__Task objective__:
The answer is a stretch of the material below, returned exactly: the line containing "position:absolute; width:36px; height:36px;", the line containing "margin:0; padding:0; list-style:none", and all lines between.

__Data provided__:

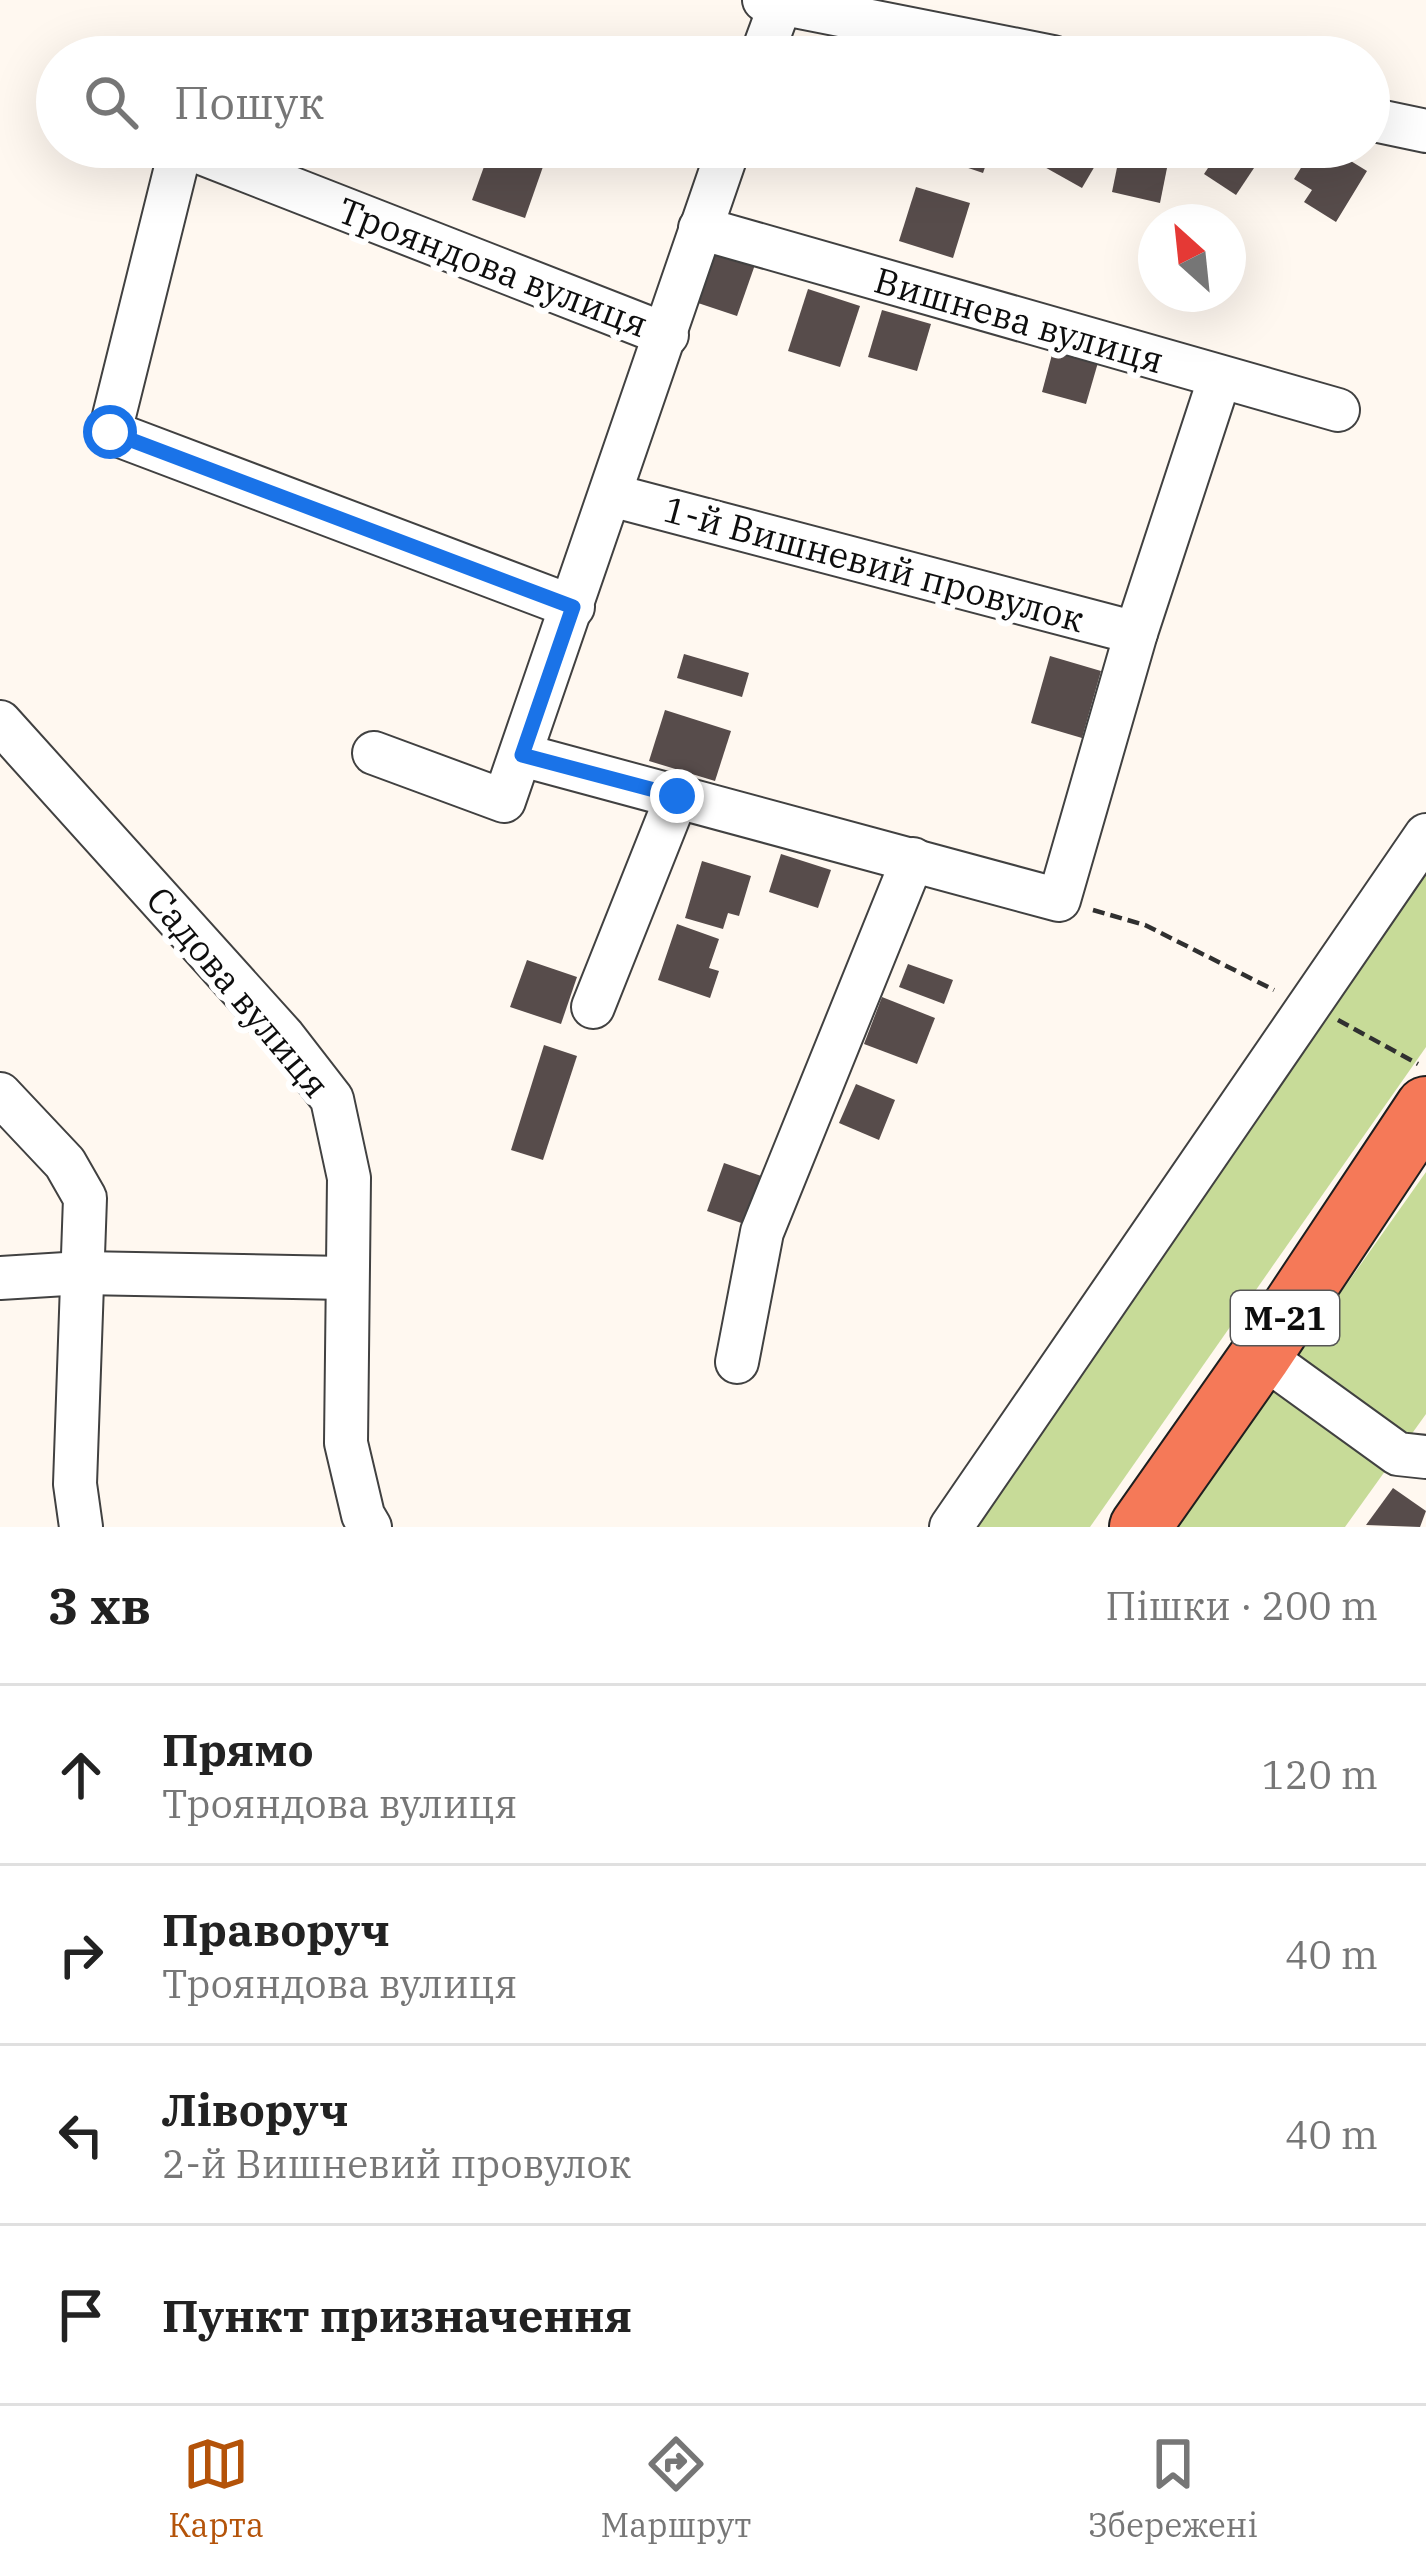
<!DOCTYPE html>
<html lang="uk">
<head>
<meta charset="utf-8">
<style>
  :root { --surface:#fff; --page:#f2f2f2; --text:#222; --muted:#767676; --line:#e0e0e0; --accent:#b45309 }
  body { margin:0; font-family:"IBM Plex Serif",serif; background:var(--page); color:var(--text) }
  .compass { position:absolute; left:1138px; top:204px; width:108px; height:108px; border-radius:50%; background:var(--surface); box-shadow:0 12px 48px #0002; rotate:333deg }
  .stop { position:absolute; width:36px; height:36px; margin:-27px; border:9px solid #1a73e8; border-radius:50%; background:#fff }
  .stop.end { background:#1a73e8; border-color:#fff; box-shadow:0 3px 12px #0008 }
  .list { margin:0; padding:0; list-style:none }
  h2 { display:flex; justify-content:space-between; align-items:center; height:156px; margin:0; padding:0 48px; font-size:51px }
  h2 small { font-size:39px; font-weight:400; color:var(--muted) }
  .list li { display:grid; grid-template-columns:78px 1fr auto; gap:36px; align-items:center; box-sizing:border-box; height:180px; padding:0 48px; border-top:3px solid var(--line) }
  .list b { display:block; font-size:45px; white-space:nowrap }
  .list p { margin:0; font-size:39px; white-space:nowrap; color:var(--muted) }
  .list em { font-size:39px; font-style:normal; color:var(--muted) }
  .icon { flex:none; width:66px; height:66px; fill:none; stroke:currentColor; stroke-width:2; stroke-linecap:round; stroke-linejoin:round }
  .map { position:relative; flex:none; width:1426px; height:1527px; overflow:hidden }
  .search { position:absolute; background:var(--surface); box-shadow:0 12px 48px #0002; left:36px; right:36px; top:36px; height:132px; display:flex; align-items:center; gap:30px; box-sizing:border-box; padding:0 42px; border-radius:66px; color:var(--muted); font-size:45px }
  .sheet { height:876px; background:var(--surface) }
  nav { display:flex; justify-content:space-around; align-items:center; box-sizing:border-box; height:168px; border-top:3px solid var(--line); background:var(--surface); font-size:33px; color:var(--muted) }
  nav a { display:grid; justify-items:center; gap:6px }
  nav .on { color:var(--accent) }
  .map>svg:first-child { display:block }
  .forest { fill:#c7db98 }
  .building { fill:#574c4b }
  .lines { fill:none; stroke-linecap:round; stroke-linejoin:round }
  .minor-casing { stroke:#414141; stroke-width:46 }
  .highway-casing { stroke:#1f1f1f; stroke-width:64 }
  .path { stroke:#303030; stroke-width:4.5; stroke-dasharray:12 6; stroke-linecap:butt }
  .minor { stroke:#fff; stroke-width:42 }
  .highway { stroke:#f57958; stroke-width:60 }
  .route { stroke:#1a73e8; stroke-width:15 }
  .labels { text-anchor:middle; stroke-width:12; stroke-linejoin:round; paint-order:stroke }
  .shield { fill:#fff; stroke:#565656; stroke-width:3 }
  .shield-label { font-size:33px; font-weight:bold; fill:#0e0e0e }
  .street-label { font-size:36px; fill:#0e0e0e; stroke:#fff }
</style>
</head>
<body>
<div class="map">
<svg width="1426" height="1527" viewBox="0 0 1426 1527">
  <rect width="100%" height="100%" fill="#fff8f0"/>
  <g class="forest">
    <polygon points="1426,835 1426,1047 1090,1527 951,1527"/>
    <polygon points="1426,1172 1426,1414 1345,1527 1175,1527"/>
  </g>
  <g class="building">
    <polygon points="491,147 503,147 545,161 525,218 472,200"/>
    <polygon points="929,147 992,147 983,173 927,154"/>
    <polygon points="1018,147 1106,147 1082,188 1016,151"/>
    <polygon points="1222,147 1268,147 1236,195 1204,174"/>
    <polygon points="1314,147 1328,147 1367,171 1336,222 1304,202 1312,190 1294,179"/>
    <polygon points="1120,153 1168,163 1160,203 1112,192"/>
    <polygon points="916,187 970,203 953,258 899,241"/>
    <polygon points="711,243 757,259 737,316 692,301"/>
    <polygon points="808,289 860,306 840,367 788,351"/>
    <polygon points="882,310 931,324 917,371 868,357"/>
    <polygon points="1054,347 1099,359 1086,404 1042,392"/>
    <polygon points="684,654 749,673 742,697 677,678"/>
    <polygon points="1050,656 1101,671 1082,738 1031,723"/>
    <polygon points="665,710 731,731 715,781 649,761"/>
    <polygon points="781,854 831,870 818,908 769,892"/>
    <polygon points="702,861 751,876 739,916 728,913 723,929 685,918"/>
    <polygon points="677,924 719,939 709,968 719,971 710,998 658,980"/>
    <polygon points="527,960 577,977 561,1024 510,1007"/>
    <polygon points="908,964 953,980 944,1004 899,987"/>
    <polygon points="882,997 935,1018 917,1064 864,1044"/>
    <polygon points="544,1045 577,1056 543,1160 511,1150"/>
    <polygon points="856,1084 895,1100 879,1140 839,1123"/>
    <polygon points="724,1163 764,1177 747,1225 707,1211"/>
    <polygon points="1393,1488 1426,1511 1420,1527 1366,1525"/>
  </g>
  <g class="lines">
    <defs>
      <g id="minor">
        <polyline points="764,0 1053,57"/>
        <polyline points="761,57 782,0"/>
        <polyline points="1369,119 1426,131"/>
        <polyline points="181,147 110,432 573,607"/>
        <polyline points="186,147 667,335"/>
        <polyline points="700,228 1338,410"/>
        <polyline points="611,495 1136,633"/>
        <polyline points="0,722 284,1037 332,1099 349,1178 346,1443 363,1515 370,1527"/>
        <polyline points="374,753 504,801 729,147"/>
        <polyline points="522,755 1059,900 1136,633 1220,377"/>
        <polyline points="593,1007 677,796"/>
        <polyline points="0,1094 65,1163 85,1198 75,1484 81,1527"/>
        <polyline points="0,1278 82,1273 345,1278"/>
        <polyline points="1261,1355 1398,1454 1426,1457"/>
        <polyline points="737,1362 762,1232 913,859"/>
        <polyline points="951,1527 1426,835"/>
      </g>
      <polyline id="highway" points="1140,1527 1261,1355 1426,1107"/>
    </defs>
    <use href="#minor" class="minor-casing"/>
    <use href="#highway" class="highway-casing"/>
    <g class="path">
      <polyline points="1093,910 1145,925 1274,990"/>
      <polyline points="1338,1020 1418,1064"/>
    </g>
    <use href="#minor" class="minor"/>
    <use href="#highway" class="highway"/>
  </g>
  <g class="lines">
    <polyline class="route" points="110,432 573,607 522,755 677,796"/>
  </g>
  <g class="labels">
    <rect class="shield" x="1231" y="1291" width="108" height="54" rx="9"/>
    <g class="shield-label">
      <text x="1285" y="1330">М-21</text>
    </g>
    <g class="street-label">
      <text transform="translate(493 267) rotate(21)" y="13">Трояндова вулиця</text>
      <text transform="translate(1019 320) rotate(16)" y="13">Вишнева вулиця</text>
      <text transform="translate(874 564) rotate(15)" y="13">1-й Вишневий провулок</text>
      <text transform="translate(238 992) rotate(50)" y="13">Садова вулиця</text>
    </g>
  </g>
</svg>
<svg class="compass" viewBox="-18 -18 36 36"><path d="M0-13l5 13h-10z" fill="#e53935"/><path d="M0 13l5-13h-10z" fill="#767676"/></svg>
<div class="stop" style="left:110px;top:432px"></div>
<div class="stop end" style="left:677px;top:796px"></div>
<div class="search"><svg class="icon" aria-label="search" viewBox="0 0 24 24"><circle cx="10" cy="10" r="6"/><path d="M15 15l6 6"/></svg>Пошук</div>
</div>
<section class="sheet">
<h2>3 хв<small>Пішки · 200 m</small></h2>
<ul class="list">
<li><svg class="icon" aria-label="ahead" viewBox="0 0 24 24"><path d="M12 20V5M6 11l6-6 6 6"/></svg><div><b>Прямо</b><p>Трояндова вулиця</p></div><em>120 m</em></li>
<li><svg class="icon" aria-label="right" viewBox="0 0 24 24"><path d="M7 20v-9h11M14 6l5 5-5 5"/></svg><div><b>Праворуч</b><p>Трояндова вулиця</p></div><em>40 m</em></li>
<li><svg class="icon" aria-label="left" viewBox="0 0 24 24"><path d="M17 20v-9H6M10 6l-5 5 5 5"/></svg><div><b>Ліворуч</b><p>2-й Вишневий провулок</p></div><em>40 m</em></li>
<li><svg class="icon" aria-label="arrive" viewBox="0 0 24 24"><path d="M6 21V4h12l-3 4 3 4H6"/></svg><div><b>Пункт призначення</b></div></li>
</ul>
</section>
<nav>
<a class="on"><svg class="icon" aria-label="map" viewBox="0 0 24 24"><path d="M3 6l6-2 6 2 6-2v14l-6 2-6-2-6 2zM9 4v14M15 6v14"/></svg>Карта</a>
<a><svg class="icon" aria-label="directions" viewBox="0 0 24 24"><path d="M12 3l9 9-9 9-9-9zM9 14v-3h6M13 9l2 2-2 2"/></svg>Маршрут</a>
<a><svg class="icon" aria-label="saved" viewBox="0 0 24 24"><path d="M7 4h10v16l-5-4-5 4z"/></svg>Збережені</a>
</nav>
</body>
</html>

__Exercise solution__:
  .stop { position:absolute; width:36px; height:36px; margin:-27px; border:9px solid #1a73e8; border-radius:50%; background:#fff }
  .stop.end { background:#1a73e8; border-color:#fff; box-shadow:0 3px 12px #0008 }
  .list { margin:0; padding:0; list-style:none }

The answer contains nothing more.